What the task requires
What lines in the entries hold the string "stream"? List them.

[Stored data]
*** Begin section ***
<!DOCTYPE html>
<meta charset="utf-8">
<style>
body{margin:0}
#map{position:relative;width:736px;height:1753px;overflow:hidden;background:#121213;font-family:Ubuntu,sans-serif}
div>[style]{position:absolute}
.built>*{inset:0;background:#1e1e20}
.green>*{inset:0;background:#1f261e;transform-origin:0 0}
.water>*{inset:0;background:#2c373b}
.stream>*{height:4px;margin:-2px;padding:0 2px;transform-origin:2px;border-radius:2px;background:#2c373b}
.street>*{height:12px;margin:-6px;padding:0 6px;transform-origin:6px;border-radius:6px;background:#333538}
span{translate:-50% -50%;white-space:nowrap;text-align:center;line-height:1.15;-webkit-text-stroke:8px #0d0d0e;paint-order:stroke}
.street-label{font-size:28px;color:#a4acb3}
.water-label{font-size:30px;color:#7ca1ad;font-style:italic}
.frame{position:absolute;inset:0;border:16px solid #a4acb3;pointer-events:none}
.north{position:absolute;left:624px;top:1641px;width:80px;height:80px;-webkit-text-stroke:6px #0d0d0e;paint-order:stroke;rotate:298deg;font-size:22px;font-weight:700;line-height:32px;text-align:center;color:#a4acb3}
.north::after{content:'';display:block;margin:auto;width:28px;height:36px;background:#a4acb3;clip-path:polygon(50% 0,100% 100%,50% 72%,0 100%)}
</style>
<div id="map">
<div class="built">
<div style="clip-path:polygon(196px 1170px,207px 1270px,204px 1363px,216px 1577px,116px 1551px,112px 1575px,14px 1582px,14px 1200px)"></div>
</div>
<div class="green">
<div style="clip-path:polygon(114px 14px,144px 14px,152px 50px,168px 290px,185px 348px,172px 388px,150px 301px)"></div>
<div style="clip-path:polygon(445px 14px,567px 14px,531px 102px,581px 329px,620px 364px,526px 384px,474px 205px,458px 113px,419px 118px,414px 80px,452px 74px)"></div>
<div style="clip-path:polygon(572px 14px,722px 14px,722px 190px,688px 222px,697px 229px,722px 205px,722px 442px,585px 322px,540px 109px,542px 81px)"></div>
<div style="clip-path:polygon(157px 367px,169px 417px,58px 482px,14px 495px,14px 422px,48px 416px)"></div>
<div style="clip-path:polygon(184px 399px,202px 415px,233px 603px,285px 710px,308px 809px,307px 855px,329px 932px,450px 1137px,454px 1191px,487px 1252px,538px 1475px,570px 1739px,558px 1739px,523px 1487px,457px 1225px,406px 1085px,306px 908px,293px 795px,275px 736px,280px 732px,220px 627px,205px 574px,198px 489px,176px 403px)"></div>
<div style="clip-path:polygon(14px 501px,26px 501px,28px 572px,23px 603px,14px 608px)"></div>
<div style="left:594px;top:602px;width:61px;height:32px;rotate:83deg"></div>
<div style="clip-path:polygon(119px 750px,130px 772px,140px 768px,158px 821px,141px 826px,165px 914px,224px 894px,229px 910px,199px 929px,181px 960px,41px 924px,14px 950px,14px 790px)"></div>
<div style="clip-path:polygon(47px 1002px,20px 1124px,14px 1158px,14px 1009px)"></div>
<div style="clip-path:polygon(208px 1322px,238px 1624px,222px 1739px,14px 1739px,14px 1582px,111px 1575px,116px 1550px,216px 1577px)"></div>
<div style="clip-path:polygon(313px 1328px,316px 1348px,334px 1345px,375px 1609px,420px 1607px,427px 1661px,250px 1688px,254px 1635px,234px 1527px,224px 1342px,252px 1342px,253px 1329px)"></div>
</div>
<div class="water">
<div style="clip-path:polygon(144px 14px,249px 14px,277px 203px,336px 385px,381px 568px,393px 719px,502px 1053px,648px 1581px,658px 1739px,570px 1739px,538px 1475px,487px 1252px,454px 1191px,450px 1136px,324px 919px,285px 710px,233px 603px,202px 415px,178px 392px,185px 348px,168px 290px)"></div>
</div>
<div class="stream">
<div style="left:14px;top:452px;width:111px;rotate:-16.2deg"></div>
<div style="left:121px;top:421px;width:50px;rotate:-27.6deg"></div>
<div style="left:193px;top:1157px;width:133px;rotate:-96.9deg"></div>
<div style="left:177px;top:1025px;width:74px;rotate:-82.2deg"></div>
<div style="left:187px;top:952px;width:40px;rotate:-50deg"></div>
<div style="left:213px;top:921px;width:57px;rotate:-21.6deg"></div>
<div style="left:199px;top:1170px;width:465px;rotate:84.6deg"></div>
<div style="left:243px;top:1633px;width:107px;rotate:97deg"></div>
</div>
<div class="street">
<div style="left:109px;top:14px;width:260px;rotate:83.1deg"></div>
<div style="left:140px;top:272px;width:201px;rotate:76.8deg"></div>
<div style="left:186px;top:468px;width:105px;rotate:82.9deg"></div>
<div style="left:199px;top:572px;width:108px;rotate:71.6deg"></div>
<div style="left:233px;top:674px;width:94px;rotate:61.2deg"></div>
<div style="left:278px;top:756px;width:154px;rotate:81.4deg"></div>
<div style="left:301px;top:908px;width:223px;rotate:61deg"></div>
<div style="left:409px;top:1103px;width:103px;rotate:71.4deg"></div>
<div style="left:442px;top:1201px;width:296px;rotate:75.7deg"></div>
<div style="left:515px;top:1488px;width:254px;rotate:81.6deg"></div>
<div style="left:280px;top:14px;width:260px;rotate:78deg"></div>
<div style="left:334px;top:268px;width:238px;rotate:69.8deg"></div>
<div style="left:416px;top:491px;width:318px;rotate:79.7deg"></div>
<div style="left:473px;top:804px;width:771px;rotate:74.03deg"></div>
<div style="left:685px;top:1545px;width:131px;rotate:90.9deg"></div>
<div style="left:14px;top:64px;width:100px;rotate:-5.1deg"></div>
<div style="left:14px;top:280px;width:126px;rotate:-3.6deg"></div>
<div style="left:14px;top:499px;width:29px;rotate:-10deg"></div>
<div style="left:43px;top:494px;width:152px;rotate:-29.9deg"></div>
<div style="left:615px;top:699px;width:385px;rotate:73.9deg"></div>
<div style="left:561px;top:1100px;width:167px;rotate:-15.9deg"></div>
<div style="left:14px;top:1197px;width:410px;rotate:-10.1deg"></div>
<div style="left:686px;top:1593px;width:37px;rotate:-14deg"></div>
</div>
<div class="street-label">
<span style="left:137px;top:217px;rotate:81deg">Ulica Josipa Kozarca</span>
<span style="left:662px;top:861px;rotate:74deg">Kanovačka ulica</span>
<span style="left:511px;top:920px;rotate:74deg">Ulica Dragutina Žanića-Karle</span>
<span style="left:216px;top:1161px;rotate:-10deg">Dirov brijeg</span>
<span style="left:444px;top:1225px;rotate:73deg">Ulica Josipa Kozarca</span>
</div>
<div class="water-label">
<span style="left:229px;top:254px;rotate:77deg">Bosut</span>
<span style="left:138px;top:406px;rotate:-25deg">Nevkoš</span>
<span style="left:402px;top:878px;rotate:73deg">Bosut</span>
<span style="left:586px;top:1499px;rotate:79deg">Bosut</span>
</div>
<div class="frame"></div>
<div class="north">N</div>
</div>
*** End section ***
Solution to the problem
.stream>*{height:4px;margin:-2px;padding:0 2px;transform-origin:2px;border-radius:2px;background:#2c373b}
<div class="stream">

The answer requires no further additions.